# Sketching the graph of trigonometric functions involving absolute value function

How do I sketch the graph of $\tan |x|?$

I know that the modulus over $|x|$ can be thought of as the angle (in radians) will always be positive which implies that the angle is always measured anti-clockwise. But I seem to get no idea about sketching it correctly.

I know how a graph changes when we put absolute value function. Also I don't have any texts that explains such graphs.

Any reference from the web to learn such graphs are welcome.

Kindly help.

## 3 Answers

First, draw the graph for $x>0$. This will be the same graph than $\tan x$. Then, since $\tan |-x|=\tan |x|$, the graph of the function will be symmetric w.r.t the axis $x=0$. Hence, you can draw the part $x<0$ just by using the symmetry of the function.

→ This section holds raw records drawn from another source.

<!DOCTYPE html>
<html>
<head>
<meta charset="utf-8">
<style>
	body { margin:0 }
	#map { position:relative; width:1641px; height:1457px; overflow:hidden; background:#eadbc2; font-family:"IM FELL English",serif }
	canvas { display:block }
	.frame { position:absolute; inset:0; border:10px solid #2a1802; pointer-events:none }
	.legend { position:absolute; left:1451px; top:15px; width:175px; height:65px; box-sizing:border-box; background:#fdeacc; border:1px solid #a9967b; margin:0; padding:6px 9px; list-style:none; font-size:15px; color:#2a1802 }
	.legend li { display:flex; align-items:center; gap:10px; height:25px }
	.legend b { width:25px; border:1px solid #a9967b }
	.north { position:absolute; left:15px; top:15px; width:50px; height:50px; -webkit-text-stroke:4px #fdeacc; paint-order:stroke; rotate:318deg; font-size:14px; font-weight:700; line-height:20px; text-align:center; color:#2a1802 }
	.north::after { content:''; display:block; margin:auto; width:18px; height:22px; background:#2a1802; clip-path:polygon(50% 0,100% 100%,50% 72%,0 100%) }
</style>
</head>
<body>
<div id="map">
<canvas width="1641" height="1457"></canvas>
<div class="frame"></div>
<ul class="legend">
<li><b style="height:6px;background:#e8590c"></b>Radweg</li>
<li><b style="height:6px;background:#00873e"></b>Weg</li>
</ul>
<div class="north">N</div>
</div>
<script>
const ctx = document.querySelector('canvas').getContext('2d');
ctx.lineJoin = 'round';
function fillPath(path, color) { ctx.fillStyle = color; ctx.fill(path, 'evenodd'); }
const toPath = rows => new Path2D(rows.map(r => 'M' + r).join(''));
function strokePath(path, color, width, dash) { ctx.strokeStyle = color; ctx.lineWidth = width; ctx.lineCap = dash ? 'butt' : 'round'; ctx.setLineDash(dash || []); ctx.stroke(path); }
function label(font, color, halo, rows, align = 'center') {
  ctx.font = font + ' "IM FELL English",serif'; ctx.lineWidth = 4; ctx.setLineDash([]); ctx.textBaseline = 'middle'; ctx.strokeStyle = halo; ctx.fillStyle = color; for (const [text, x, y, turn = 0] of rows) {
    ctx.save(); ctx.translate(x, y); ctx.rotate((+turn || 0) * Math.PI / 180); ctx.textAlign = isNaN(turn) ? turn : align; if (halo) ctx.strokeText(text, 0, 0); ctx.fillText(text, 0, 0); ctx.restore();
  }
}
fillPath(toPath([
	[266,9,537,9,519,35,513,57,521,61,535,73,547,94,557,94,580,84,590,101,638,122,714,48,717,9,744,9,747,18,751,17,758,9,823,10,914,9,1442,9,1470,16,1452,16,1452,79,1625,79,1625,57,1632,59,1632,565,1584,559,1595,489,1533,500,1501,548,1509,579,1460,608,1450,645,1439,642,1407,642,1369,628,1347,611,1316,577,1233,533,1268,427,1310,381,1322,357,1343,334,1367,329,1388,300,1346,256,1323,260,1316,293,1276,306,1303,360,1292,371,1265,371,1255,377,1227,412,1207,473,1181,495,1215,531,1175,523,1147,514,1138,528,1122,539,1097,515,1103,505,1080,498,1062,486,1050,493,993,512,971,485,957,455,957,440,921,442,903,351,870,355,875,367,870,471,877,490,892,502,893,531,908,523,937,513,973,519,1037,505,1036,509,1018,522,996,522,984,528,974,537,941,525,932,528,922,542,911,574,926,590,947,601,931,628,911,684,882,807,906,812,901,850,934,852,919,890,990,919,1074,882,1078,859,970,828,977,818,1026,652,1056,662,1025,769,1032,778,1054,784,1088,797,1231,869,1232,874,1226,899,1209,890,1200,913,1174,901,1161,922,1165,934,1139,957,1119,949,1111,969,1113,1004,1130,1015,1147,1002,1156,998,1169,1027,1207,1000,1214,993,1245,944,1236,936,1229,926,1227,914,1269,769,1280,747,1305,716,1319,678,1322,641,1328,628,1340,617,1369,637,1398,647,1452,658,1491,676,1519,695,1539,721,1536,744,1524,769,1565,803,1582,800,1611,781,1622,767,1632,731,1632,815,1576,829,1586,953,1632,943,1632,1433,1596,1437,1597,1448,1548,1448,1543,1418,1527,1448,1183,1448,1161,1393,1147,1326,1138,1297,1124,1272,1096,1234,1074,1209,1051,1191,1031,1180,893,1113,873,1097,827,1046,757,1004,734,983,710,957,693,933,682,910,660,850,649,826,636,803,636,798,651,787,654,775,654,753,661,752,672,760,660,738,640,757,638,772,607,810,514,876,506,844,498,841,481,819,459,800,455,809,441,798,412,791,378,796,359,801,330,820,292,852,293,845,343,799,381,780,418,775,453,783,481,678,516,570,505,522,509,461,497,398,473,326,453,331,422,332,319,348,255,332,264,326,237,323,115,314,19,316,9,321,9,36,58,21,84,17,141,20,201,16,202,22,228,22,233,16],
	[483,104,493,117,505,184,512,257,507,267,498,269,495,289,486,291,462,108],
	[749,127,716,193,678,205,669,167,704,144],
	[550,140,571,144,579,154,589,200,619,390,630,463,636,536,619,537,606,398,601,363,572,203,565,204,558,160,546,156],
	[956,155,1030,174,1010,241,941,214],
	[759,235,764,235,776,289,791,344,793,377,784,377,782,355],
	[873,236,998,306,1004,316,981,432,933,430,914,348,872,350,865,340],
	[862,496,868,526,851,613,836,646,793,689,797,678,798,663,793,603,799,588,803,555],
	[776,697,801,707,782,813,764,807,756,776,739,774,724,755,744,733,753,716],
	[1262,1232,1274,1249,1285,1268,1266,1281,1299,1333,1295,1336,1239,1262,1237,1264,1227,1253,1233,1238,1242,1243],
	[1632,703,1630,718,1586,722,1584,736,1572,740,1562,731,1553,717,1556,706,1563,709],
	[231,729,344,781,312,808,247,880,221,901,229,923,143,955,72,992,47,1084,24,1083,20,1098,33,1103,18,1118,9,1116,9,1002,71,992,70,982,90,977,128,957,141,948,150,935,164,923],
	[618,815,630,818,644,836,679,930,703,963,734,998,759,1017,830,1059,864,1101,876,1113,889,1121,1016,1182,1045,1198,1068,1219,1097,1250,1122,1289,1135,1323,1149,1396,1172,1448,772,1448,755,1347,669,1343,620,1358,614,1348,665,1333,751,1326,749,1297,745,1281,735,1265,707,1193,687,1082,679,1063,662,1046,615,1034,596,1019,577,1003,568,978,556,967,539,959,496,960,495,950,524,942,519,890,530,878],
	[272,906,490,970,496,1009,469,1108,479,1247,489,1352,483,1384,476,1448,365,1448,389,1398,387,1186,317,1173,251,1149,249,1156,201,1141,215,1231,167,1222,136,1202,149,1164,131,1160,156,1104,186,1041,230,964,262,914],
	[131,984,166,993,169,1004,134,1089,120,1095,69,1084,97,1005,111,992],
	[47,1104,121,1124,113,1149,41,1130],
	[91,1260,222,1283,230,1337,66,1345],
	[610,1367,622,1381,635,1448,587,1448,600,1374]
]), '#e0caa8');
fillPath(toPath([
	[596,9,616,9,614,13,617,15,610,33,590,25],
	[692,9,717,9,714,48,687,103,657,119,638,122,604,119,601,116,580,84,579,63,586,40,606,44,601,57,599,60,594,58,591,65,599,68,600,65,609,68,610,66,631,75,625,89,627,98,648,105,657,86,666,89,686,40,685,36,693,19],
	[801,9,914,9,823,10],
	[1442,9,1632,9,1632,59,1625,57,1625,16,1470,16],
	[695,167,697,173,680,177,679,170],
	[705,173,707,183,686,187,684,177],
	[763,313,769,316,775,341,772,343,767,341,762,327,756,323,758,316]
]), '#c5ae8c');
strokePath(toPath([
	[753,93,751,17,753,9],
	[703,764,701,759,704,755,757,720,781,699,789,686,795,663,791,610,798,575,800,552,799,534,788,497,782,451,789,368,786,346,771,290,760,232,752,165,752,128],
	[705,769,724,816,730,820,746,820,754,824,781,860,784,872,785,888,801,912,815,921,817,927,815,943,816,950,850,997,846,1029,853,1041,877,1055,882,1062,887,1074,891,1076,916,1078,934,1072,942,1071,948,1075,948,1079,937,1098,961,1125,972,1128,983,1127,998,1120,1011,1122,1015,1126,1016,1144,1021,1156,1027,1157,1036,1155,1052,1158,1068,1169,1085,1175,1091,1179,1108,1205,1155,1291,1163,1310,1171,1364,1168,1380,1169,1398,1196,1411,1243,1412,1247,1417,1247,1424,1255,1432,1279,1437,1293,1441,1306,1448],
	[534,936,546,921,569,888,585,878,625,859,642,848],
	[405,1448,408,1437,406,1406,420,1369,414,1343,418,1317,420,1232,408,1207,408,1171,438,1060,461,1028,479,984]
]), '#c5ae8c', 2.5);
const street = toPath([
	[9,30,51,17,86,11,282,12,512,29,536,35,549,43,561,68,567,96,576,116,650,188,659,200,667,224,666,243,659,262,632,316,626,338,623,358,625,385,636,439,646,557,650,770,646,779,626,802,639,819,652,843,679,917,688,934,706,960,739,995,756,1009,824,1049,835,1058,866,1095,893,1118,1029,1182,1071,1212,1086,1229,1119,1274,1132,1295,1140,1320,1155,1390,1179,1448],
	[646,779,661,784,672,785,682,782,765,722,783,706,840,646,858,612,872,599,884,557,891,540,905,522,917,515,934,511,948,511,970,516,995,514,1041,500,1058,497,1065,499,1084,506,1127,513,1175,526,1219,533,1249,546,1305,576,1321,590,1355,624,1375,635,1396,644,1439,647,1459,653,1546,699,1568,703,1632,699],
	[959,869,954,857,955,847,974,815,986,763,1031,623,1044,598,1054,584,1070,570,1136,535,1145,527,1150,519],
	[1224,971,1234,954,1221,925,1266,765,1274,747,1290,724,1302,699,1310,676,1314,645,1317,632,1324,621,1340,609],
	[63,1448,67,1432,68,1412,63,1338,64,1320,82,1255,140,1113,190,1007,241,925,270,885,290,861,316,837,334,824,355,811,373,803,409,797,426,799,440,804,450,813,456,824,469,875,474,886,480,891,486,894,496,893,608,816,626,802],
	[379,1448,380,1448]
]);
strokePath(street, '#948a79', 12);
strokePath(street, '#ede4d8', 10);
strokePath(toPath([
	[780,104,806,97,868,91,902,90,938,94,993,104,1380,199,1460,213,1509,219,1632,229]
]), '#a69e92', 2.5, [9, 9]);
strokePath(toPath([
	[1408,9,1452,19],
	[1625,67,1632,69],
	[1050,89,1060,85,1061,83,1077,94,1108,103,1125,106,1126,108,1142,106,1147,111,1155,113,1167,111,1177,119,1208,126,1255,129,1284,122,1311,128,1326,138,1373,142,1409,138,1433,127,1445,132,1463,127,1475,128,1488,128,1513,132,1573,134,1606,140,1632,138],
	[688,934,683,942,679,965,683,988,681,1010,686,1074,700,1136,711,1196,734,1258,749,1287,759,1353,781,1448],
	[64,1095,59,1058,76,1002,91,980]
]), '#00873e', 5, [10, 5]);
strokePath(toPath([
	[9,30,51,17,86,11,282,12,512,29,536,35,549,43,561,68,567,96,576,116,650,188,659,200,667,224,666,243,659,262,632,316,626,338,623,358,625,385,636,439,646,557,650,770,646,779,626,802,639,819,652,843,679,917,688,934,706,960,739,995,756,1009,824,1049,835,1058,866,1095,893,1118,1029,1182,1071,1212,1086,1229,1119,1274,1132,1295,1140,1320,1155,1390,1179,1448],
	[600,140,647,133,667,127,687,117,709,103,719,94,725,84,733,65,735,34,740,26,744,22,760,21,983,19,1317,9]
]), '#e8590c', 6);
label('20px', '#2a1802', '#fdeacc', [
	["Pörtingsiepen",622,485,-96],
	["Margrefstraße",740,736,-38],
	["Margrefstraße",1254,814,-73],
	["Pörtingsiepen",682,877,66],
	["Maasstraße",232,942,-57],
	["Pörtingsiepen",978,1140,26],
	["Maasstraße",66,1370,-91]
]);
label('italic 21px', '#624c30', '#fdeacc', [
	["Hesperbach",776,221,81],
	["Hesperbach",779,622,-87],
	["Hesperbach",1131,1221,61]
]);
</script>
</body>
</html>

Hint $f(-x)=f(x)$ so that's an even function. So we know the graph of $tan(x)$ for positive $x$ . Repeat the same graph in negative x axis. Note that the function is symmetric about Y-axis.

Draw or plot together on same graph sheet

$$y= \tan x,(x>0) ,\, y= - \tan x, (x<0)$$

The graph lines have symmetry about y-axis. It is an even function, even or mirrored about y-axis with a slope discontinuity at the origin. In fact if you hold up a mirror on y-axis and look at the real graph and virtual image you can see the full graph.